- [Goal of the exercise]: Transcribe all the entries that follow, leaving nothing out.

(Data excerpts)
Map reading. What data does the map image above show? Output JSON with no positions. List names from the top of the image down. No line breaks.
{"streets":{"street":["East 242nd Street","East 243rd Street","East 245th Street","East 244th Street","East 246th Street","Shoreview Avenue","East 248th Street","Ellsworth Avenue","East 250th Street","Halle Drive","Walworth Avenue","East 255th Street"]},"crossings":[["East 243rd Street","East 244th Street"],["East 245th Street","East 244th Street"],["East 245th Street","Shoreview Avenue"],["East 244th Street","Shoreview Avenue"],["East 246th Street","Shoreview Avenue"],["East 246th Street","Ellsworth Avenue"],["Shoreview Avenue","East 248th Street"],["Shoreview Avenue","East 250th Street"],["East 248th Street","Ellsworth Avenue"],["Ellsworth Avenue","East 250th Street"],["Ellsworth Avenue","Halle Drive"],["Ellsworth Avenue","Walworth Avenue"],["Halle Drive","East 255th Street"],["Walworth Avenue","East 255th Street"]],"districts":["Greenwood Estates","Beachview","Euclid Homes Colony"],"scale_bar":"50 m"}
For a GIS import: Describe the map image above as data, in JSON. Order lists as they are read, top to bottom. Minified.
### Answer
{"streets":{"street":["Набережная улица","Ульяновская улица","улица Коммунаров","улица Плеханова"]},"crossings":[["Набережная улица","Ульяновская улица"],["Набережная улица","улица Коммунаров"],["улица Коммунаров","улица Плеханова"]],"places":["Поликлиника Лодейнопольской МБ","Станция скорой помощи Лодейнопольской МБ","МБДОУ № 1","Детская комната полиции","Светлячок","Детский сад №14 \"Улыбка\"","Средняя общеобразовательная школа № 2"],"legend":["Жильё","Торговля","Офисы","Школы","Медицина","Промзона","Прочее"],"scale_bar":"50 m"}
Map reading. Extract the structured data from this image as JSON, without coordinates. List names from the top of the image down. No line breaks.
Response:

- [Answer below]:
Map reading. What data does the map image above show? Output JSON with no positions. List names from the top of the image down. No line breaks.
{"streets":{"street":["East 242nd Street","East 243rd Street","East 245th Street","East 244th Street","East 246th Street","Shoreview Avenue","East 248th Street","Ellsworth Avenue","East 250th Street","Halle Drive","Walworth Avenue","East 255th Street"]},"crossings":[["East 243rd Street","East 244th Street"],["East 245th Street","East 244th Street"],["East 245th Street","Shoreview Avenue"],["East 244th Street","Shoreview Avenue"],["East 246th Street","Shoreview Avenue"],["East 246th Street","Ellsworth Avenue"],["Shoreview Avenue","East 248th Street"],["Shoreview Avenue","East 250th Street"],["East 248th Street","Ellsworth Avenue"],["Ellsworth Avenue","East 250th Street"],["Ellsworth Avenue","Halle Drive"],["Ellsworth Avenue","Walworth Avenue"],["Halle Drive","East 255th Street"],["Walworth Avenue","East 255th Street"]],"districts":["Greenwood Estates","Beachview","Euclid Homes Colony"],"scale_bar":"50 m"}
For a GIS import: Describe the map image above as data, in JSON. Order lists as they are read, top to bottom. Minified.
### Answer
{"streets":{"street":["Набережная улица","Ульяновская улица","улица Коммунаров","улица Плеханова"]},"crossings":[["Набережная улица","Ульяновская улица"],["Набережная улица","улица Коммунаров"],["улица Коммунаров","улица Плеханова"]],"places":["Поликлиника Лодейнопольской МБ","Станция скорой помощи Лодейнопольской МБ","МБДОУ № 1","Детская комната полиции","Светлячок","Детский сад №14 \"Улыбка\"","Средняя общеобразовательная школа № 2"],"legend":["Жильё","Торговля","Офисы","Школы","Медицина","Промзона","Прочее"],"scale_bar":"50 m"}
Map reading. Extract the structured data from this image as JSON, without coordinates. List names from the top of the image down. No line breaks.
Response:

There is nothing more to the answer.